Records from a collection
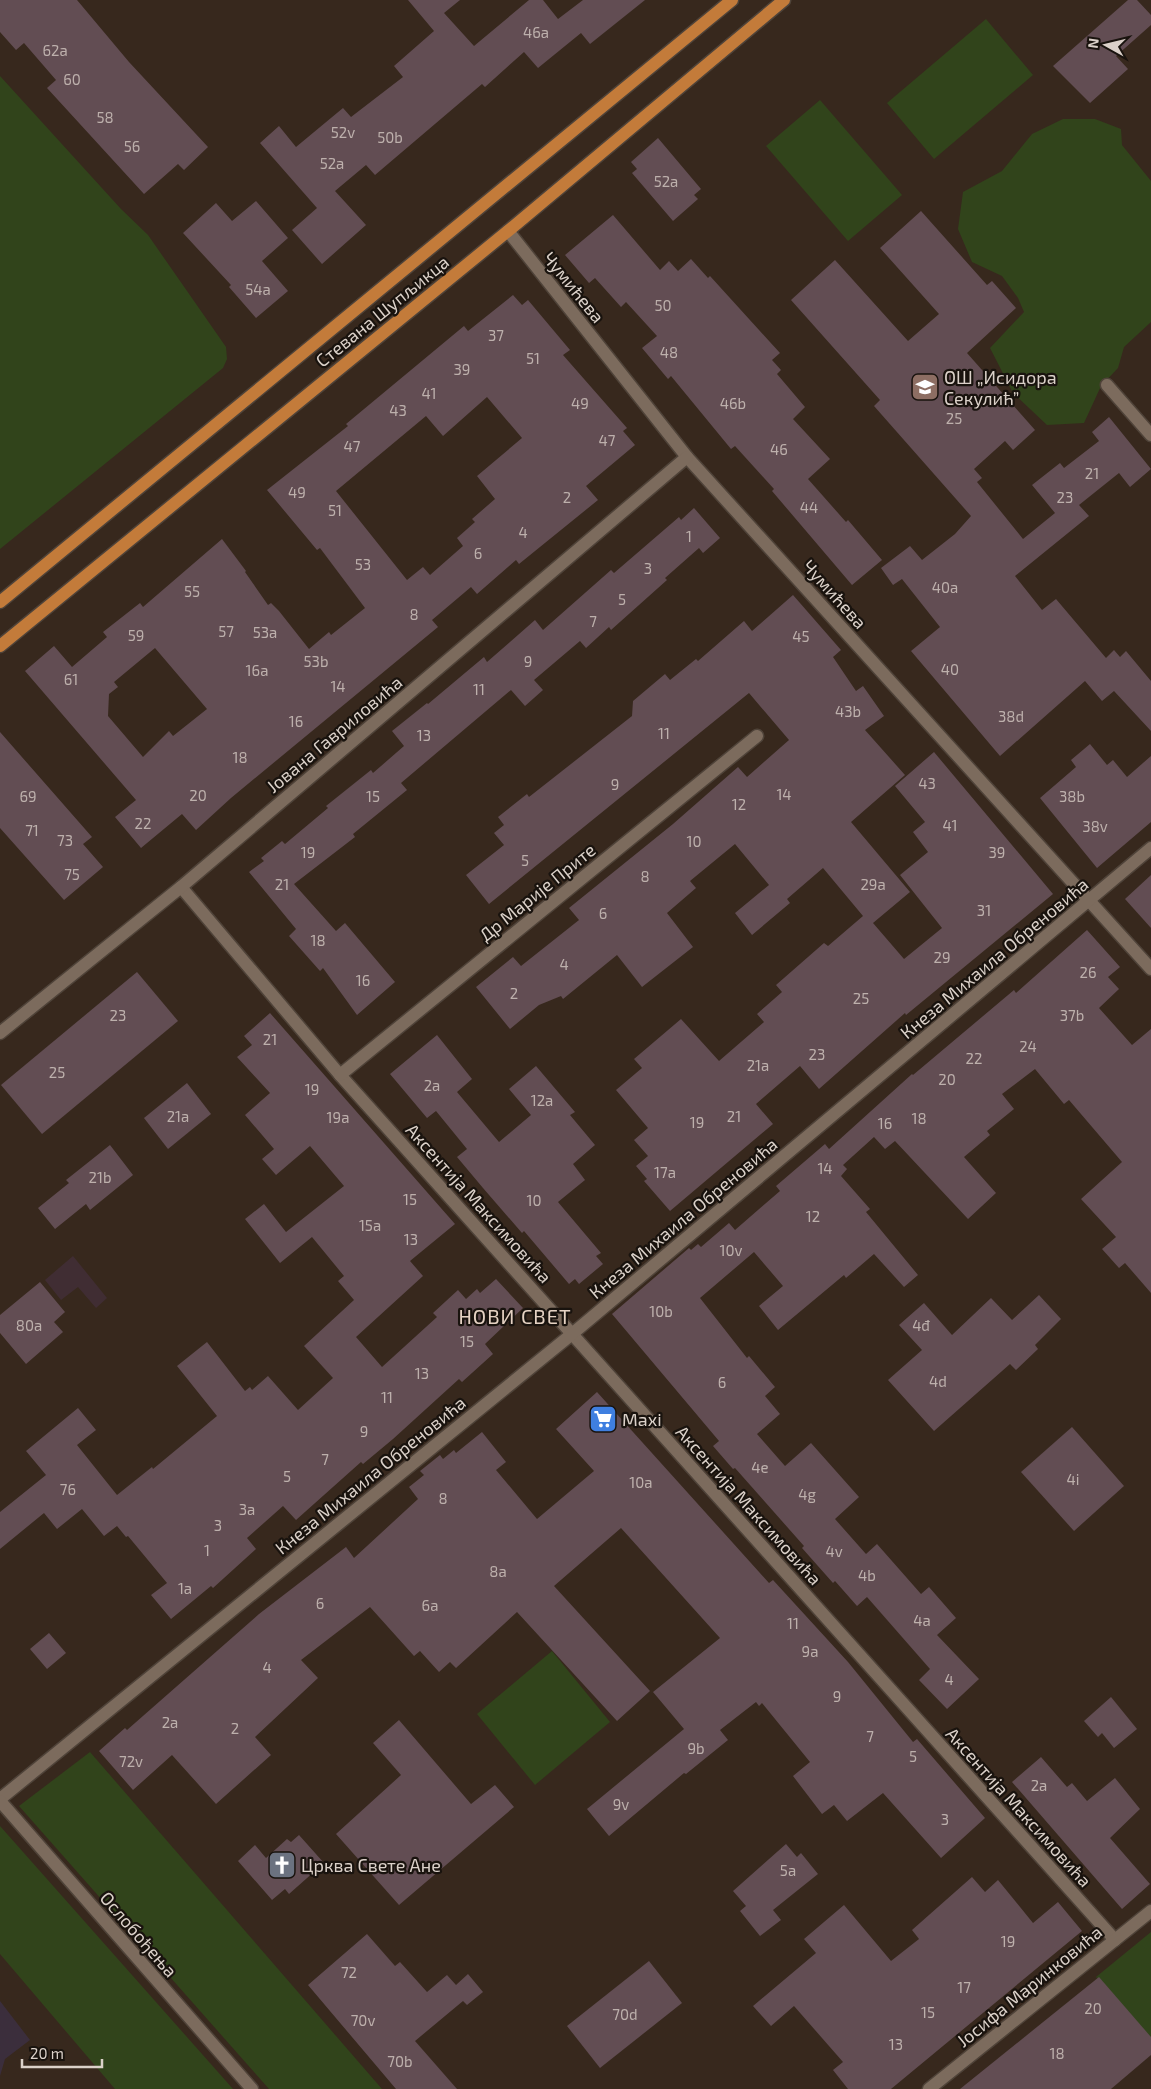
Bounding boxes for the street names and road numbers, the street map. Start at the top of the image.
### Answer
street label: Чумићева [539,247,609,327]
street label: Стевана Шупљикца [311,251,453,371]
street label: Чумићева [798,555,872,633]
street label: Јована Гавриловића [262,671,406,797]
street label: Др Марије Прите [474,838,600,946]
street label: Кнеза Михаила Обреновића [896,873,1092,1043]
street label: Аксентија Максимовића [402,1119,556,1287]
street label: Кнеза Михаила Обреновића [585,1133,781,1303]
street label: Кнеза Михаила Обреновића [270,1391,470,1559]
street label: Аксентија Максимовића [672,1421,826,1589]
street label: Аксентија Максимовића [942,1723,1096,1891]
street label: Ослобођења [96,1887,182,1981]
street label: Јосифа Маринковића [952,1921,1106,2051]

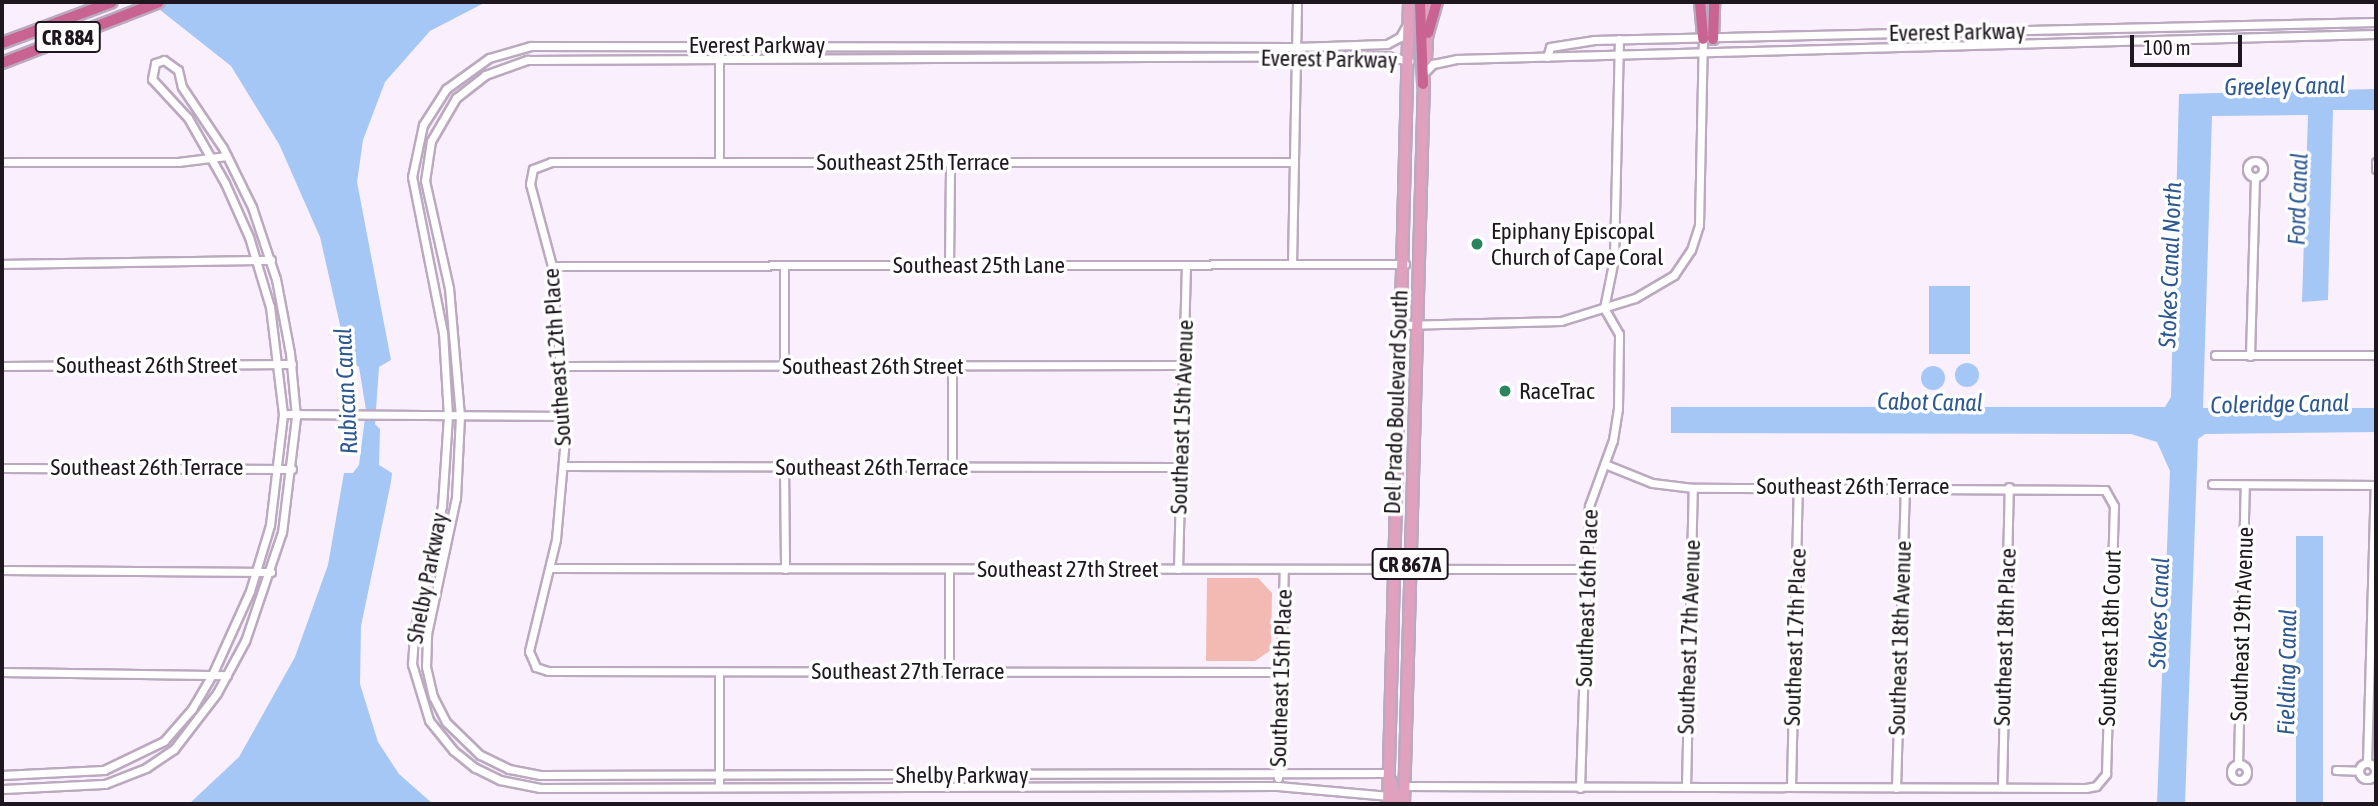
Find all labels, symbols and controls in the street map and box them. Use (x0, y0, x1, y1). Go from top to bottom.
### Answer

▶ _Exercise description_
Write out all of the data above exactly, without any of its pictures.

▶ _Your response_
Bounding boxes for the street names and road numbers, the street map. Start at the top of the image.
### Answer
street label: Чумићева [539,247,609,327]
street label: Стевана Шупљикца [311,251,453,371]
street label: Чумићева [798,555,872,633]
street label: Јована Гавриловића [262,671,406,797]
street label: Др Марије Прите [474,838,600,946]
street label: Кнеза Михаила Обреновића [896,873,1092,1043]
street label: Аксентија Максимовића [402,1119,556,1287]
street label: Кнеза Михаила Обреновића [585,1133,781,1303]
street label: Кнеза Михаила Обреновића [270,1391,470,1559]
street label: Аксентија Максимовића [672,1421,826,1589]
street label: Аксентија Максимовића [942,1723,1096,1891]
street label: Ослобођења [96,1887,182,1981]
street label: Јосифа Маринковића [952,1921,1106,2051]

Find all labels, symbols and controls in the street map and box them. Use (x0, y0, x1, y1). Go from top to bottom.
### Answer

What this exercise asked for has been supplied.